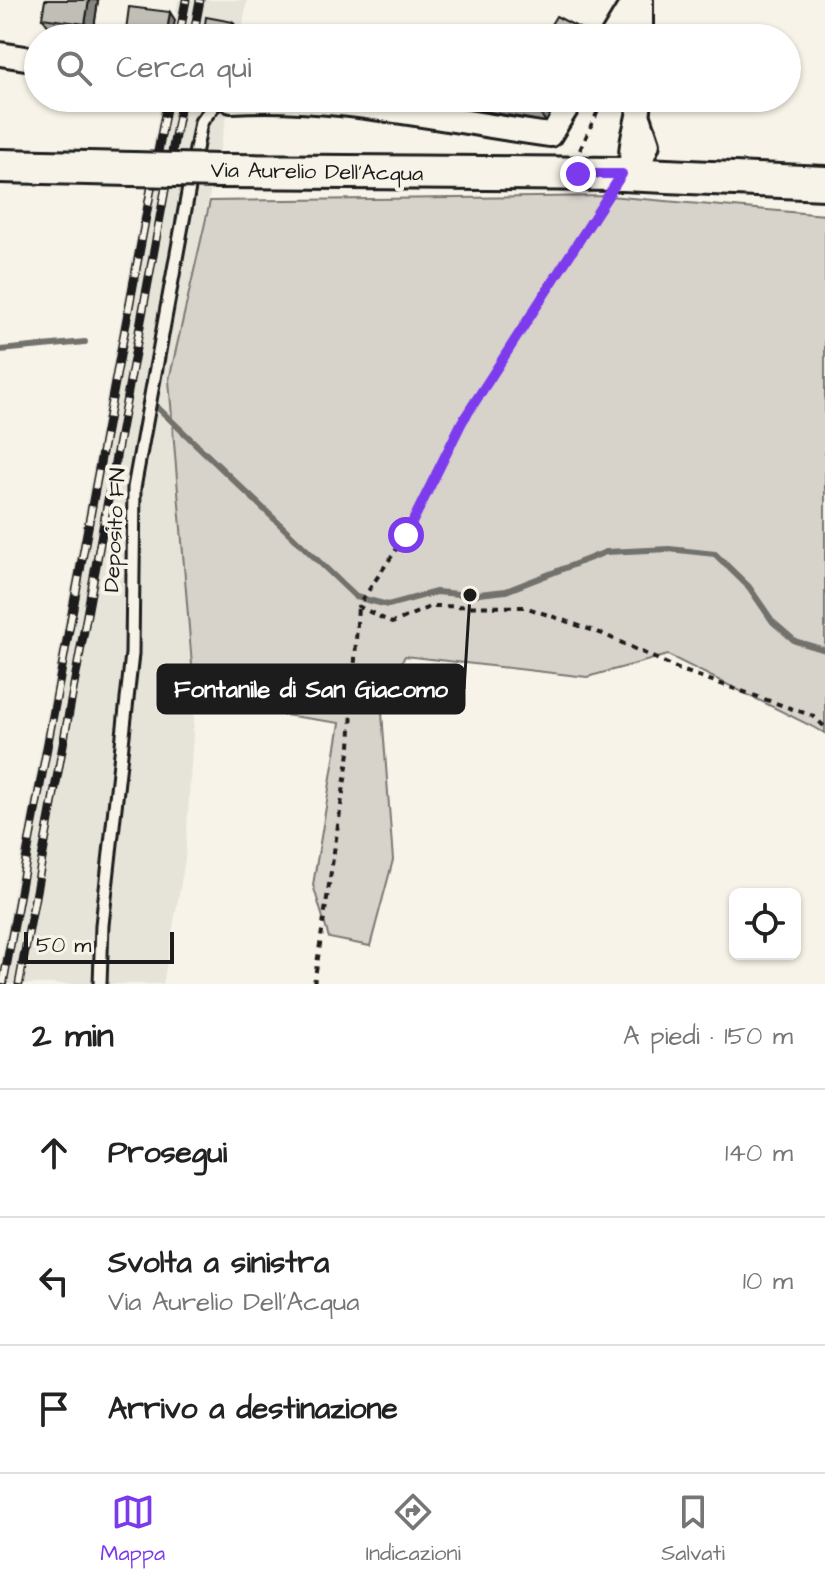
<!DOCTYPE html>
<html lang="it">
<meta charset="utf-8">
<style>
:root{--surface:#fff;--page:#f2f2f2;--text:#222;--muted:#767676;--line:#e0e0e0;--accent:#7c3aed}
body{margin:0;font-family:"Architects Daughter",sans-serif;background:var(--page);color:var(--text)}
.controls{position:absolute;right:24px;bottom:24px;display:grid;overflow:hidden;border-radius:12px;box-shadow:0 2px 6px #0004}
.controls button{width:72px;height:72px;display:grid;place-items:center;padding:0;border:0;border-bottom:2px solid var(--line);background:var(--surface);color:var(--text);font:40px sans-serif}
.scale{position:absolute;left:24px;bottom:20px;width:150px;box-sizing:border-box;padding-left:8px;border:4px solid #1c1c1c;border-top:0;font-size:22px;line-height:28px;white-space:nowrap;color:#1c1c1c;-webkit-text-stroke:6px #f7f3e8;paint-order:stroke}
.stop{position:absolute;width:24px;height:24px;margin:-18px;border:6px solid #7c3aed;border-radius:50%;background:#fff}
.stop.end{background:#7c3aed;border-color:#fff;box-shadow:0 2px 8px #0008}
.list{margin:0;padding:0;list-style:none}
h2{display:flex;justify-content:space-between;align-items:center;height:104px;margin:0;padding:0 32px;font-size:34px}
h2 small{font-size:26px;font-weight:400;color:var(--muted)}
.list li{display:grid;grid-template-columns:52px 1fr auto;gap:24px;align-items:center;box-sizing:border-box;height:128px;padding:0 32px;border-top:2px solid var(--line)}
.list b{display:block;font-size:30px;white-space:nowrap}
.list p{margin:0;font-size:26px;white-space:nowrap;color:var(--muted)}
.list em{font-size:26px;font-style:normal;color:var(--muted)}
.icon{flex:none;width:44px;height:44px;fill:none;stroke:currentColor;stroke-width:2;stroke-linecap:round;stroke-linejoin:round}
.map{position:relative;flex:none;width:825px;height:984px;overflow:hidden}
.search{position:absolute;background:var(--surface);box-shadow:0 2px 6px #0004;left:24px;right:24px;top:24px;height:88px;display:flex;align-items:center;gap:20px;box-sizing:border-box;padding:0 28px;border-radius:44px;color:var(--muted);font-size:30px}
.sheet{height:488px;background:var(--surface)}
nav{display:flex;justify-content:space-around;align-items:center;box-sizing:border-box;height:112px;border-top:2px solid var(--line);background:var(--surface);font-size:22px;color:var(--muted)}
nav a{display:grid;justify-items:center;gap:4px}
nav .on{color:var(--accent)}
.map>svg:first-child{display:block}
.built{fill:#e6e3d9}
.green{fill:#d7d3cb;stroke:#7a7874;stroke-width:2}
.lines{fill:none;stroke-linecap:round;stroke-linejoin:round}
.stream{stroke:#72716c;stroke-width:6}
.lane-casing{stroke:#1c1c1c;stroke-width:17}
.street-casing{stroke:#1c1c1c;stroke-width:28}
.secondary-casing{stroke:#1c1c1c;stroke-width:38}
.path{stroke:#1c1c1c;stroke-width:4;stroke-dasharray:6 6;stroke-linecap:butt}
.lane{stroke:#f7f3e8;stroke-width:11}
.street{stroke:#f7f3e8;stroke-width:22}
.secondary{stroke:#f7f3e8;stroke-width:32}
.rail-casing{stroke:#1c1c1c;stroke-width:9}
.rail{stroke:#f7f3e8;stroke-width:6;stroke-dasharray:18;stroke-linecap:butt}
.secondary-bridge-casing{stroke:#1c1c1c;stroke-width:38;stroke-linecap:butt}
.secondary-bridge{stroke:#f7f3e8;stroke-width:32}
.wall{fill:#a5a39c;stroke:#1c1c1c;stroke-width:2}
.shaded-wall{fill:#86857f;stroke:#1c1c1c;stroke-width:2}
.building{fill:#c0beb5;stroke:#1c1c1c;stroke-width:2}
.route{stroke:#7c3aed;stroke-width:10}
.labels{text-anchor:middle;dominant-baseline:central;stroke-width:8;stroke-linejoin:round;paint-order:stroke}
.street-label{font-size:22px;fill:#1c1c1c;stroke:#f7f3e8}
.leader{fill:none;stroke:#1c1c1c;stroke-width:3}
.callout-dot{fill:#1c1c1c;stroke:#f7f3e8;stroke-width:3}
.callout{fill:#1c1c1c;stroke:#1c1c1c;stroke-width:3}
.callout-label{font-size:24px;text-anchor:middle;font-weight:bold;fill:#fff}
</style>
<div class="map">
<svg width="825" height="984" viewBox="0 0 825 984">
<rect width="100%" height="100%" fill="#f7f3e8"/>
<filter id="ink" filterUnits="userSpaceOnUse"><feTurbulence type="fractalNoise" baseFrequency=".0125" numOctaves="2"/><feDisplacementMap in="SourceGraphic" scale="16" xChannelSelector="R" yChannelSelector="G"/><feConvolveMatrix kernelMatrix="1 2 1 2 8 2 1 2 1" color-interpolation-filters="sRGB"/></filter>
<g filter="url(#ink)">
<g class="built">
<polygon points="178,0 247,0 241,38 172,38"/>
<polygon points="162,98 231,98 169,380 195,702 185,860 163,984 0,984 0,967"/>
</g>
<polygon class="green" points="609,196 825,215 825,733 668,655 587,677 405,656 381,699 393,860 370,946 329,938 313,885 340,723 195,702 169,380 210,201"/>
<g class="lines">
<g class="stream">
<polyline points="0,350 85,342"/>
<polyline points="156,406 356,597 388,605 436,592 470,595 506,591 606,552 669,549 715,554 749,587 773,622 795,641 825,650"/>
</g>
<g class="lane-casing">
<polyline id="lane" points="100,984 102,925 132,654 134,488 201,122 215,104 231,101"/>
</g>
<g class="street-casing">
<g id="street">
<polyline points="611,38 634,0"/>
<polyline points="641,38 641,0"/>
<polyline points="0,54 38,60"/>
<path d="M231,101c105,-7 215,20 319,34l23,-37"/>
<path d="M635,175c-11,-27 5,-49 5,-77"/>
<polyline points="635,175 648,144 640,120"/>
</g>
</g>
<g class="secondary-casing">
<g id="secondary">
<polyline points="0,166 132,169"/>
<polyline points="219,171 622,174 825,183"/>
</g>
</g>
<g class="path">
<polyline points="580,150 604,98"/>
<polyline points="609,197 462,422 406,535 358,606 392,623 432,606 525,607 603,634 678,669 813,716 825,727"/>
<polyline points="314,984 350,746 358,606"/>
</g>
<use href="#lane" class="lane"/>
<use href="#street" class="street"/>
<use href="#secondary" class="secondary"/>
<g class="rail-casing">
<g id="rail">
<polyline points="179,38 186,0"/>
<polyline points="193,38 200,0"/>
<polyline points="3,984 168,98"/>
<polyline points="19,984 182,98"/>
</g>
</g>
<use href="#rail" class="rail"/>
<g class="secondary-bridge-casing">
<polyline id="secondary-bridge" points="132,169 219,171"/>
</g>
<use href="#secondary-bridge" class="secondary-bridge"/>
</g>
<g class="wall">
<polygon points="98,0 93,35 50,28 42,18"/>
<polygon points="452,98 559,98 546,122 457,106"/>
</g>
<g class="shaded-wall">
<polygon points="89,0 98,0 93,35 85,24"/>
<polygon points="170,12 175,20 172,38 166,38"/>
<polygon points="233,22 238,29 237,38 230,38"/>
<polygon points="583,30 588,38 578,38"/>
<polygon points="545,98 559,98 546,122 538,111"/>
</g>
<g class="building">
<polygon points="45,0 89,0 85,24 42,18"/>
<polygon points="129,7 170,12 166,38 125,38"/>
<polygon points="556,16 583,30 578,38 543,38"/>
<polygon points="206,17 233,22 230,38 203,38"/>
<polygon points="466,98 545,98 538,111"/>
</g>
</g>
<g class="lines" filter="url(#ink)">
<polyline class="route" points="406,535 462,422 622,174 578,174"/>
</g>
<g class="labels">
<g class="street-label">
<text transform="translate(317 172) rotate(1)">Via Aurelio Dell'Acqua</text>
<text transform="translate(115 530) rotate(-87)">Deposito FN</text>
</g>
</g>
<path class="leader" d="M470 595L464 689"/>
<circle class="callout-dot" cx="470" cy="595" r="8"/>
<rect class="callout" x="158" y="665" width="306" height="48" rx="8"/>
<g class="callout-label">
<text x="311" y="697">Fontanile di San Giacomo</text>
</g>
</svg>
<div class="controls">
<button><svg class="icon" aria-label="locate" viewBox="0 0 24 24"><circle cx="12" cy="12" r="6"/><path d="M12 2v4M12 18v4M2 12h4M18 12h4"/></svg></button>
</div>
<div class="scale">50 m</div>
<div class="stop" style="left:406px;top:535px"></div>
<div class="stop end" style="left:578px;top:174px"></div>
<div class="search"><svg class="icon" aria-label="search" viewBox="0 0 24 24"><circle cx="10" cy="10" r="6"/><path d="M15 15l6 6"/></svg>Cerca qui</div>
</div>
<section class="sheet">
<h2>2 min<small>A piedi · 150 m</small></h2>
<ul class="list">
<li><svg class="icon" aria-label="ahead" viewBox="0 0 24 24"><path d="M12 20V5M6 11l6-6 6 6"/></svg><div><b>Prosegui</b></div><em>140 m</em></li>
<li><svg class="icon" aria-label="left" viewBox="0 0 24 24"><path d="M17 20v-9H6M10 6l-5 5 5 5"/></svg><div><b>Svolta a sinistra</b><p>Via Aurelio Dell'Acqua</p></div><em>10 m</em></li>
<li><svg class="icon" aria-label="arrive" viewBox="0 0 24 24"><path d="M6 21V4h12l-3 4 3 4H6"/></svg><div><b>Arrivo a destinazione</b></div></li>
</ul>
</section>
<nav>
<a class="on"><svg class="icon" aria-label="map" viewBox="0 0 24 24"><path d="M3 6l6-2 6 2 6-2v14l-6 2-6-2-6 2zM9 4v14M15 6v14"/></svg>Mappa</a>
<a><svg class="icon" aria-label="directions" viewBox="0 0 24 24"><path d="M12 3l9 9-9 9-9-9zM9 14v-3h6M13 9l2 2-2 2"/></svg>Indicazioni</a>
<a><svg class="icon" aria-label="saved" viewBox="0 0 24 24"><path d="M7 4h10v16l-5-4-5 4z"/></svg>Salvati</a>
</nav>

*-*-*

For each line in the records that contains the word "bottom", make a copy.

.controls{position:absolute;right:24px;bottom:24px;display:grid;overflow:hidden;border-radius:12px;box-shadow:0 2px 6px #0004}
.controls button{width:72px;height:72px;display:grid;place-items:center;padding:0;border:0;border-bottom:2px solid var(--line);background:var(--surface);color:var(--text);font:40px sans-serif}
.scale{position:absolute;left:24px;bottom:20px;width:150px;box-sizing:border-box;padding-left:8px;border:4px solid #1c1c1c;border-top:0;font-size:22px;line-height:28px;white-space:nowrap;color:#1c1c1c;-webkit-text-stroke:6px #f7f3e8;paint-order:stroke}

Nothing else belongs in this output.